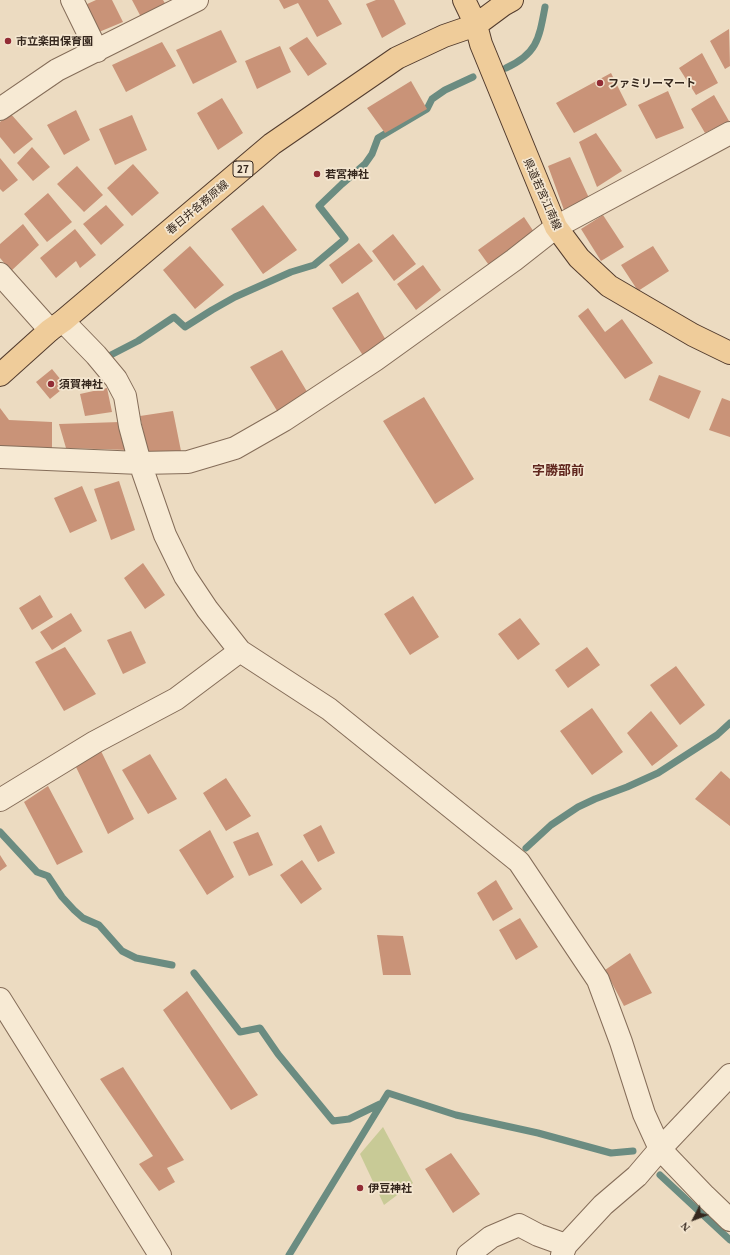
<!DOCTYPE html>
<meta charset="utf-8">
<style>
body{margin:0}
#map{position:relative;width:730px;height:1255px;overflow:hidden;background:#ecdbc1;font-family:Georgia,serif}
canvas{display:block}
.north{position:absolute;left:674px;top:1199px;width:40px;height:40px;-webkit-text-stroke:3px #f4e6d0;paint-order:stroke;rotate:228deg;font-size:11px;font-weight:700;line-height:16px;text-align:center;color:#35271d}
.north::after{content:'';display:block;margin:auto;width:14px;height:18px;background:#35271d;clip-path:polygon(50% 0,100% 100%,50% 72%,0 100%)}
</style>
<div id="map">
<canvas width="730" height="1255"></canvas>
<div class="north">N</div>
</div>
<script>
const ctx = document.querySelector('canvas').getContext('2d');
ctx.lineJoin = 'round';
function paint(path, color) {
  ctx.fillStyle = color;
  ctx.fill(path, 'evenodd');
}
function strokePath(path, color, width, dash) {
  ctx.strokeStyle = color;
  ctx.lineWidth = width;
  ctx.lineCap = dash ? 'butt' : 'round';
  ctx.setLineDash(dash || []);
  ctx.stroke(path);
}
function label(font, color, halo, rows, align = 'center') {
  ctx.font = font + ' Georgia,"Noto Sans JP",serif';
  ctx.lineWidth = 3.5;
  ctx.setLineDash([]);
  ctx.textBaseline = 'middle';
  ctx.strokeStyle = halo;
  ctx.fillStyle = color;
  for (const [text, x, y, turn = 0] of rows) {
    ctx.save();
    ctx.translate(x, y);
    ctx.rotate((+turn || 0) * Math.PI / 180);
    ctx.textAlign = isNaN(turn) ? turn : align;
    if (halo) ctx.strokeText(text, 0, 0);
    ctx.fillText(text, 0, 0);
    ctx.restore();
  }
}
paint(new Path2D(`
 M 383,1127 L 413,1183 L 384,1205 L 360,1154 Z`), '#c8ca96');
strokePath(new Path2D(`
 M 506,68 C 537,54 539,39 545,7
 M 107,357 L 138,341 L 174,317 L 185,327 L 212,310 L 235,297 L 291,272 L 314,265 L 345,239 L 319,206 L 342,184 L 365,164 L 372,154 L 378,138 L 427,109 L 432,99 L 445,90 L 473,77
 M 0,832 L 37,872 L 48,876 L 62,897 L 74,910 L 83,918 L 99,925 L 122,951 L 136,958 L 172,965
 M 526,848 L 551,825 L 578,807 L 595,799 L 627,787 L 658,773 L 717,735 L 730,723
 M 194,973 L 240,1032 L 260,1028 L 278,1054 L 333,1121 L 349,1119 L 380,1104
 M 660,1175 L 730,1240
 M 289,1255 L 388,1093 L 456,1115 L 538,1133 L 611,1153 L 633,1151`), '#6b8c81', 7);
paint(new Path2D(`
 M 96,0 L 112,0 L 123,22 L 99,32 L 85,5 Z
 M 132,0 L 163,0 L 166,5 L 141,17 Z
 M 279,0 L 328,0 L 342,24 L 317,37 L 298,3 L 284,9 Z
 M 376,0 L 394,0 L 406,24 L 382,38 L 366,4 Z
 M 729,29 L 730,66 L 725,69 L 710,41 Z
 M 221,30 L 237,62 L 193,84 L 176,50 Z
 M 307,37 L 327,64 L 308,76 L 289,48 Z
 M 162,42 L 176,66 L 126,92 L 112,65 Z
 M 280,46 L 291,72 L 257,89 L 245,61 Z
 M 702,53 L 718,83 L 696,95 L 679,68 Z
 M 611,73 L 627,105 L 574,133 L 556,103 Z
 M 411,81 L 427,109 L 385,133 L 367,108 Z
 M 668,91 L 684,128 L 656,139 L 638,105 Z
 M 714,95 L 729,121 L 705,133 L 691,109 Z
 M 222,98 L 243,133 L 218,150 L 197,113 Z
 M 76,110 L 90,140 L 64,155 L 47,125 Z
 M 10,113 L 33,139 L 14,154 L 0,137 L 0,122 Z
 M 132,115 L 147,150 L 115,165 L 99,129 Z
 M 596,133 L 622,171 L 597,187 L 579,142 Z
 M 32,147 L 50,167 L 33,181 L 17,163 Z
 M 570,157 L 589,198 L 564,210 L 548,166 Z
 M 0,158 L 18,180 L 3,192 L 0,189 Z
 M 133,164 L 159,193 L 132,216 L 107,188 Z
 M 77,166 L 103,195 L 84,212 L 57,184 Z
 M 48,193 L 72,222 L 47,242 L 24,214 Z
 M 106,205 L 124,225 L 101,245 L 83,224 Z
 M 263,205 L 297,250 L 263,274 L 231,229 Z
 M 603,215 L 624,247 L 601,261 L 581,229 Z
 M 524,217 L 536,235 L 491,268 L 478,250 Z
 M 23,224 L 39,245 L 11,271 L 0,258 L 0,244 Z
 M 75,229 L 96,255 L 80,268 L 76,261 L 56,278 L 40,258 Z
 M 393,234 L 416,264 L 394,281 L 372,251 Z
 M 359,243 L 373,261 L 342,284 L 329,265 Z
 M 190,246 L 224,285 L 195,309 L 163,270 Z
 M 653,246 L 669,271 L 638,291 L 621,265 Z
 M 423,265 L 441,290 L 416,310 L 397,284 Z
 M 358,292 L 387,342 L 364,357 L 332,308 Z
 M 588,308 L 605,332 L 622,319 L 653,363 L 625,379 L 578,316 Z
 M 282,350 L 309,395 L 279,414 L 250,367 Z
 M 52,369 L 66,386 L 50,399 L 36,382 Z
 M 659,375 L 701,391 L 689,419 L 649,400 Z
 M 107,388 L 112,412 L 85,416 L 80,394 Z
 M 424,397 L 474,479 L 435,504 L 383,421 Z
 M 722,398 L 730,401 L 730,437 L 709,430 Z
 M 0,408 L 9,420 L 52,422 L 52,452 L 0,449 Z
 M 173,411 L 181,451 L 148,453 L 140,416 Z
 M 120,422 L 128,450 L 66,448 L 59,424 Z
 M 119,481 L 135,530 L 111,540 L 94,489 Z
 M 82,486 L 97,521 L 70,533 L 54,498 Z
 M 143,563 L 165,595 L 145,609 L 124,578 Z
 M 40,595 L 53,617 L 32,630 L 19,608 Z
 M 413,596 L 439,637 L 410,655 L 384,614 Z
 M 71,613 L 82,631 L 52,650 L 40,632 Z
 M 520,618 L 540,644 L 518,660 L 498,634 Z
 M 131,631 L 146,663 L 123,674 L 107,640 Z
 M 65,647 L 96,694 L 64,711 L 35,662 Z
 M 587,647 L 600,665 L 568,688 L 555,670 Z
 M 676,666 L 705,705 L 680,725 L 650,685 Z
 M 592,708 L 623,752 L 592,775 L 560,731 Z
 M 651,711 L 678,746 L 652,766 L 627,733 Z
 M 101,751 L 134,819 L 108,834 L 76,767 Z
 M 150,754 L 177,799 L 148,814 L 122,770 Z
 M 721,771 L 730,779 L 730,826 L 695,799 Z
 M 226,778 L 251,816 L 226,831 L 203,793 Z
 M 48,786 L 83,852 L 57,865 L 24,802 Z
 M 321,825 L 335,853 L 318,862 L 303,835 Z
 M 210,830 L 234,877 L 207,895 L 179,850 Z
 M 258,832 L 273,865 L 249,876 L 233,842 Z
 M 0,855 L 7,866 L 0,871 Z
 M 302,860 L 322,889 L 301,904 L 280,875 Z
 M 496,880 L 513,909 L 493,921 L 477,893 Z
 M 520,918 L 538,947 L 516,960 L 499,930 Z
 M 377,935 L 403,936 L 411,975 L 383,975 Z
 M 630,953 L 652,993 L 624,1006 L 605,970 Z
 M 187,991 L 258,1095 L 231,1110 L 163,1010 Z
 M 123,1067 L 184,1160 L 167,1168 L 175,1182 L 159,1191 L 139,1164 L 153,1156 L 100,1079 Z
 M 451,1153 L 480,1194 L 453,1213 L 425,1169 Z`), '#c99378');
const minor = new Path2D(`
 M 72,0 L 97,51
 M 0,109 L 57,70 L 197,0
 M 0,274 L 50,330
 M 63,321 L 96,355 L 116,379 L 125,396 L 130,426 L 140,463 L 165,535 L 185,576 L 207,609 L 240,651 L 329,709 L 519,862 L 598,980 L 621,1042 L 644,1114 L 660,1149 L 705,1196 L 730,1220
 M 0,457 L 140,463 L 188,462 L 235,448 L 284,420 L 375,360 L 514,260 L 556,227 L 730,133
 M 0,800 L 95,742 L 176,699 L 240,651
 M 0,999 L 160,1255
 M 468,1255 L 491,1237 L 519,1225 L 538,1235 L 566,1245
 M 562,1255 L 566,1245 L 603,1205 L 637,1176 L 660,1149 L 730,1075`);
const major = new Path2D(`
 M 464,0 L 476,25 L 481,44 L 556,227 L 579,258 L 609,286 L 693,335 L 730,353
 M 0,375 L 50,330 L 63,321 L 272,144 L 397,58 L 444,36 L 476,25 L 503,5 L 512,0`);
strokePath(minor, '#856d59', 24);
strokePath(major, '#533c2e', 24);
strokePath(minor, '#f7ead4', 22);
strokePath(major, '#efcc9a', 22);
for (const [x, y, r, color] of [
 [8,41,4,"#922c35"],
 [600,83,4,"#922c35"],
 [317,174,4,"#922c35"],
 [51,384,4,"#922c35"],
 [360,1188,4,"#922c35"]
]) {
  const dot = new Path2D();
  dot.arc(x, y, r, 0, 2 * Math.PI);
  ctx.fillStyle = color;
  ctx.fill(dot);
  strokePath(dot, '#f4e6d0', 1.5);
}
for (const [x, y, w] of [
 [243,169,20]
]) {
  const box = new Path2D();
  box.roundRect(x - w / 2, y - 8, w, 16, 3);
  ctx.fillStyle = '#f4e6d0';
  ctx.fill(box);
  strokePath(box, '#35271d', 1);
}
label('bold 10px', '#35271d', null, [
 ["27",243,169]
]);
label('bold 11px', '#35271d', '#f4e6d0', [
 ["市立楽田保育園",16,41],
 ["ファミリーマート",608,83],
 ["若宮神社",325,174],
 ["須賀神社",59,384],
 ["伊豆神社",368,1188]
], 'left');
label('11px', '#35271d', '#f4e6d0', [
 ["県道若宮江南線",543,194,66],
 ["春日井各務原線",197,207,-40]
]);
label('bold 13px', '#60261e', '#f4e6d0', [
 ["字勝部前",558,470]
]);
</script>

_ _ _ _ _

#### Required action
Go line by line through the data and copy any that contain "Math".

#### Written answer
    ctx.rotate((+turn || 0) * Math.PI / 180);
  dot.arc(x, y, r, 0, 2 * Math.PI);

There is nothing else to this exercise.